Republish.id, NASIONAL – Polda Metro Jaya mengungkap keterlibatan 10 pegawai Kementerian Komunikasi dan Digital (Komdigi) dalam praktik judi online di Kota Bekasi, Jawa Barat.
Dalam operasi ini, polisi menangkap total 11 orang yang diduga terlibat dalam kasus tersebut.
Kombes Pol. Ade Ary Syam Indradi, Kabid Humas Polda Metro Jaya, menjelaskan, Dari 11 orang yang ditangkap, beberapa di antaranya adalah pegawai Kemkomdigi, termasuk staf ahli.
“Ini 11 orang, beberapa orang di antaranya adalah pegawai Kemkomdigi, antara lain ada juga staf-staf ahli dari Komdigi,” kata Ade, Jumat, (01/11/2024).
Mereka memiliki kewenangan untuk memblokir situs judi online, tetapi diduga menyalahgunakan wewenang dengan tidak melakukannya.
Ade Ary menambahkan, Mereka seharusnya memblokir situs-situs tersebut, tetapi justru tidak melakukannya karena sudah mengenal pemiliknya.
“Mereka diberi kewenangan penuh untuk memblokir. Namun mereka melakukan penyalahgunaan, kalau sudah kenal sama mereka, mereka tidak blokir dari data mereka,” ujarnya.
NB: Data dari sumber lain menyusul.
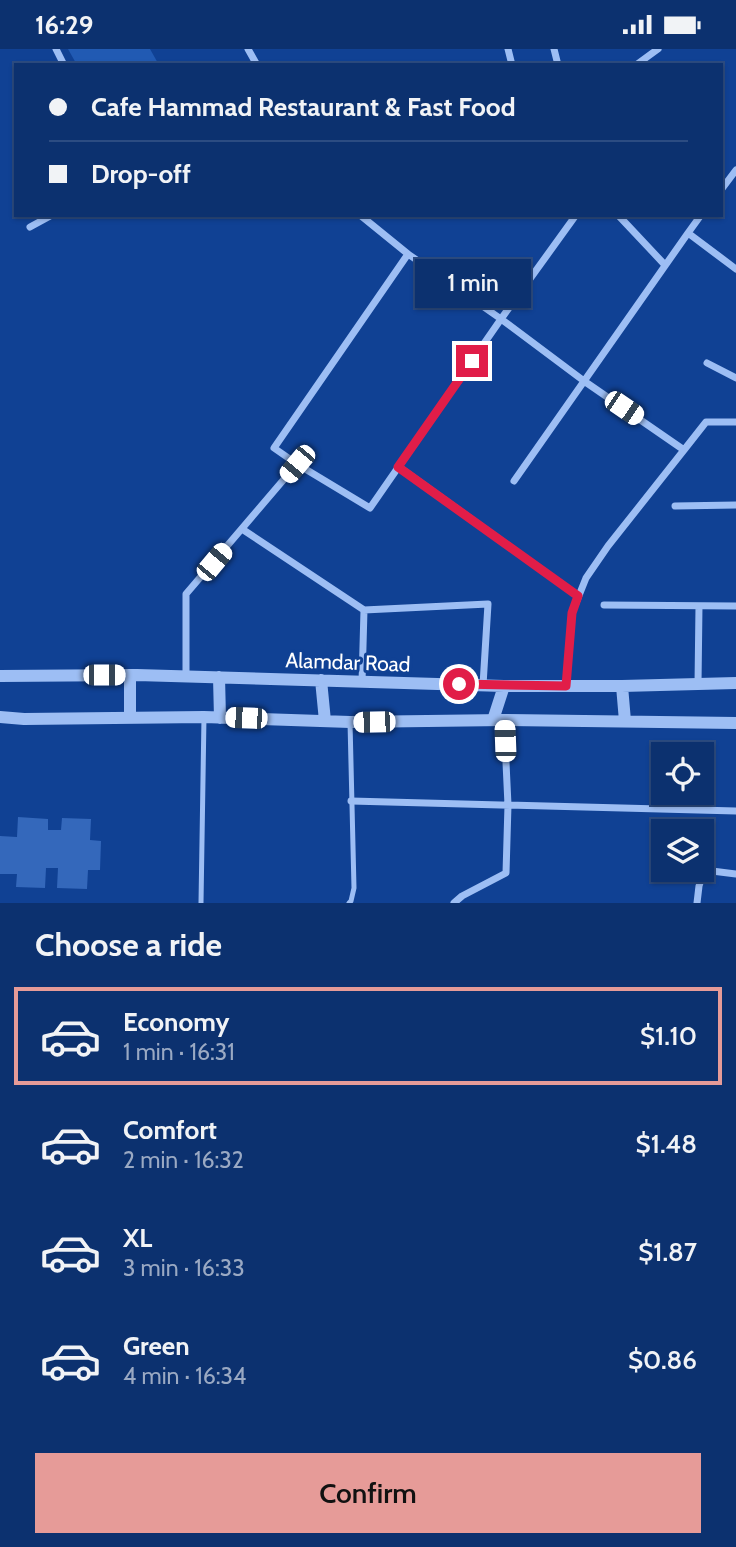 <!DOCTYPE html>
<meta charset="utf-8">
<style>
body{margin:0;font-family:Cabin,sans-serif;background:#153974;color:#f1f3f6;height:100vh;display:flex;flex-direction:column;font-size:26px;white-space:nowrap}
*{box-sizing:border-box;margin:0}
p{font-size:23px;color:#9aa9c3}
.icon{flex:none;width:38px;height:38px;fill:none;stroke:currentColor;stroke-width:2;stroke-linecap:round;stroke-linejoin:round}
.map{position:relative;height:854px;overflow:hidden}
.sheet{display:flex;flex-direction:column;background:#0c316f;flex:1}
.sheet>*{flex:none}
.banner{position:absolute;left:14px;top:14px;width:709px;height:154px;border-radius:0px;box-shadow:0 2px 5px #0004,0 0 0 2px #2c4c82;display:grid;align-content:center;height:154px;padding:0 35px;background:#0c316f}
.tools{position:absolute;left:651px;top:693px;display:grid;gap:14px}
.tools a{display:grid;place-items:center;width:63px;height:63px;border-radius:0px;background:#0c316f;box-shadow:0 2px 5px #0004,0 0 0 2px #2c4c82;font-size:35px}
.end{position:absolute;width:32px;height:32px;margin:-16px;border:9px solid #e11d48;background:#fff;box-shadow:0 0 0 4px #fff}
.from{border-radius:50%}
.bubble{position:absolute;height:49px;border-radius:0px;background:#0c316f;box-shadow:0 2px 5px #0004,0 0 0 2px #2c4c82;font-size:23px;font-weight:600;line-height:49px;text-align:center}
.car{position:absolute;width:21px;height:42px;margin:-21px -10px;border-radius:9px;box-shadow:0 0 5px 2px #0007;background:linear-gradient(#fff 24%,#345 0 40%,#fff 0 76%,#345 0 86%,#fff 0)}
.banner b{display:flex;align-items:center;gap:24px;height:66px;font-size:26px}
.banner b+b{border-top:2px solid #2c4c82}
.banner i{width:18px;height:18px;background:#f1f3f6}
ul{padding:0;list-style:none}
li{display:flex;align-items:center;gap:21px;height:98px;margin:0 14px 10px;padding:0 21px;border:4px solid transparent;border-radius:0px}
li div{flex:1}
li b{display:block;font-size:26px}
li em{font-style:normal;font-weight:600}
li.selected{border-color:#e69b98}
li>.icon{width:63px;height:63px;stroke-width:1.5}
h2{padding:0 35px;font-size:32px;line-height:84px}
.cta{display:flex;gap:14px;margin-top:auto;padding:14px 35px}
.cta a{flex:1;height:80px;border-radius:0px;background:#e69b98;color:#111;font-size:28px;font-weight:600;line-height:80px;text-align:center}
.status{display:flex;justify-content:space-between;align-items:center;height:49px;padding:0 35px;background:#0c316f;direction:ltr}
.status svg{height:19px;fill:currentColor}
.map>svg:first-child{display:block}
</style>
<div class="status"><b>16:29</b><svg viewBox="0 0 49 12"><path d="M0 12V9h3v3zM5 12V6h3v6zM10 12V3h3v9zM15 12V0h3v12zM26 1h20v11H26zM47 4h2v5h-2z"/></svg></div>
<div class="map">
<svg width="736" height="854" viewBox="0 0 736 854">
<rect width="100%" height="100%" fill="#104194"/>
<path fill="#215ab3" d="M68,0H150L159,16H77Z"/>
<path fill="#3468bb" d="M18,768L48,770V781H61L62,769L91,770L90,791L101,792L100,821H88L87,840L57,839L58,819H46L45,839L16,838L17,825H0V787L17,788Z"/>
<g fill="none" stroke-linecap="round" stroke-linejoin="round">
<path stroke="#9dbef4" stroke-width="5" d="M201,854L204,668
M349,854L351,852L354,839L350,673"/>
<path stroke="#9dbef4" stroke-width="7" d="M56,0L64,16
M248,0L257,16
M508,0L512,16
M554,0L558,16
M636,16L658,0
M721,141L736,121
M360,166L408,205L501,270L584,332L684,401L608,497L586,529L572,564L566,637
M618,166L665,216
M30,178L52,166
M688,184L701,166
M408,205L274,399L297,415L370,459L501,270L576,166
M707,314L736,329
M684,401L706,373H736
M399,418L578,547
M514,432L688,184L736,220
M675,457L736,456
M242,480L364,561L488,555L483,636
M604,556L736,557
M186,627V545L297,415
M362,633L364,561
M698,635L699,557
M351,752L736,762
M454,854L462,847L506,824L508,756L504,671
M697,854L699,837L703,825L712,822L736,825"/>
<path stroke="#9dbef4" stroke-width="12" d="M0,627L137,626L504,637H622L736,634
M219,628L220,669
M321,631L325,672
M622,637L625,672
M0,668L24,670L204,668L350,673L504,671L736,674
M130,669V626
M493,671L504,637"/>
</g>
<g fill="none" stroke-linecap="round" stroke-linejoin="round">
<path stroke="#e11d48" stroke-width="9" d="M459,635L566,637L572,564L578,547L398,418L472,312"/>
</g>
<g text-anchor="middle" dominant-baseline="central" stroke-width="6" stroke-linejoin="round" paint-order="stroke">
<g font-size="21" fill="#fff" stroke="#104194">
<text transform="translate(348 613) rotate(2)">Alamdar Road</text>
</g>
</g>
</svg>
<div class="tools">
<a><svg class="icon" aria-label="locate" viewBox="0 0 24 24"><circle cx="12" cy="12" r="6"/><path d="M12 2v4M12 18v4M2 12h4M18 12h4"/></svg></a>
<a><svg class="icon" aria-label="layers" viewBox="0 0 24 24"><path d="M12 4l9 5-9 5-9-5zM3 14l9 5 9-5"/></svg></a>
</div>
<i class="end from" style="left:459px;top:635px"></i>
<i class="end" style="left:472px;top:312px"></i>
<div class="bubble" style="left:415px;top:210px;width:116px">1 min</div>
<i class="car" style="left:624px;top:359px;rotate:124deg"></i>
<i class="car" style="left:297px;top:415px;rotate:220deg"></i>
<i class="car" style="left:214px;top:513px;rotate:40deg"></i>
<i class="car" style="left:104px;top:626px;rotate:90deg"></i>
<i class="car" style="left:246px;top:669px;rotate:272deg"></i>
<i class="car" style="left:374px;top:673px;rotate:269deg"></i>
<i class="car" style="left:505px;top:692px;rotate:358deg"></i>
<div class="banner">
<b><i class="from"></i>Cafe Hammad Restaurant &amp; Fast Food</b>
<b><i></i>Drop-off</b>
</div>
</div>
<section class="sheet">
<h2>Choose a ride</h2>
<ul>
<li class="selected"><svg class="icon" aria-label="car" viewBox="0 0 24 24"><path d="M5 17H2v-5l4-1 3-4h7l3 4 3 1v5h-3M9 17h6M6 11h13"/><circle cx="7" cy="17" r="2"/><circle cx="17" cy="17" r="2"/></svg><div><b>Economy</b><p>1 min · 16:31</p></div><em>$1.10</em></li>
<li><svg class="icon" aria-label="car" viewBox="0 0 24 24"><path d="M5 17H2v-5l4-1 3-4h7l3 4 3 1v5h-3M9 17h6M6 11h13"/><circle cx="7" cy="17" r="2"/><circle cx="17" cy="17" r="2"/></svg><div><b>Comfort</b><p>2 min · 16:32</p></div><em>$1.48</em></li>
<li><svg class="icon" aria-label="car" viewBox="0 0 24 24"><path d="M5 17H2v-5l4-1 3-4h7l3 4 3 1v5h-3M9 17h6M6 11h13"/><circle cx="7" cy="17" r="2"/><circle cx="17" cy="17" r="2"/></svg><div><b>XL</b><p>3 min · 16:33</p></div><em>$1.87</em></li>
<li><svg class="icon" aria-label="car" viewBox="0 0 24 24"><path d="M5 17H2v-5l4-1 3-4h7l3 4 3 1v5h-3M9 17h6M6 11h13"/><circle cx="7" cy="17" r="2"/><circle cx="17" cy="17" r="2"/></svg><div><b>Green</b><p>4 min · 16:34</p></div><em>$0.86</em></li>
</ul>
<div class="cta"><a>Confirm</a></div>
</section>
Penyidikan ini dilakukan oleh Polda Metro Jaya dengan bantuan Bareskrim Polri. Kemenkomdigi menegaskan komitmennya dalam pemberantasan judi online dan menyatakan akan kooperatif dalam proses hukum terhadap pegawai yang terlibat.
Menteri Komunikasi dan Digital, Meutya Hafid, mengatakan bahwa pihaknya telah berkoordinasi dengan penegak hukum.
“Penegakan hukum akan dilakukan secara tegas dan tanpa pandang bulu terhadap siapa pun yang terlibat, termasuk dan terkhusus jika itu adalah pejabat di lingkungan kementerian kami,” ungkap Meutya.
Dari hasil penyidikan, terungkap bahwa pegawai Kemenkomdigi mendapatkan keuntungan sebesar Rp8,5 juta per situs judi yang tidak diblokir.
Mereka mengelola sekitar 1.000 situs judi online, sambil melaporkan 4.000 situs lainnya untuk diblokir.
Direktur Reserse Kriminal Umum Polda Metro Jaya, Kombes Wira Satya Triputra, menjelaskan bahwa para pegawai ini bekerja dari sebuah ruko yang dijadikan “kantor satelit” tanpa sepengetahuan atasan mereka.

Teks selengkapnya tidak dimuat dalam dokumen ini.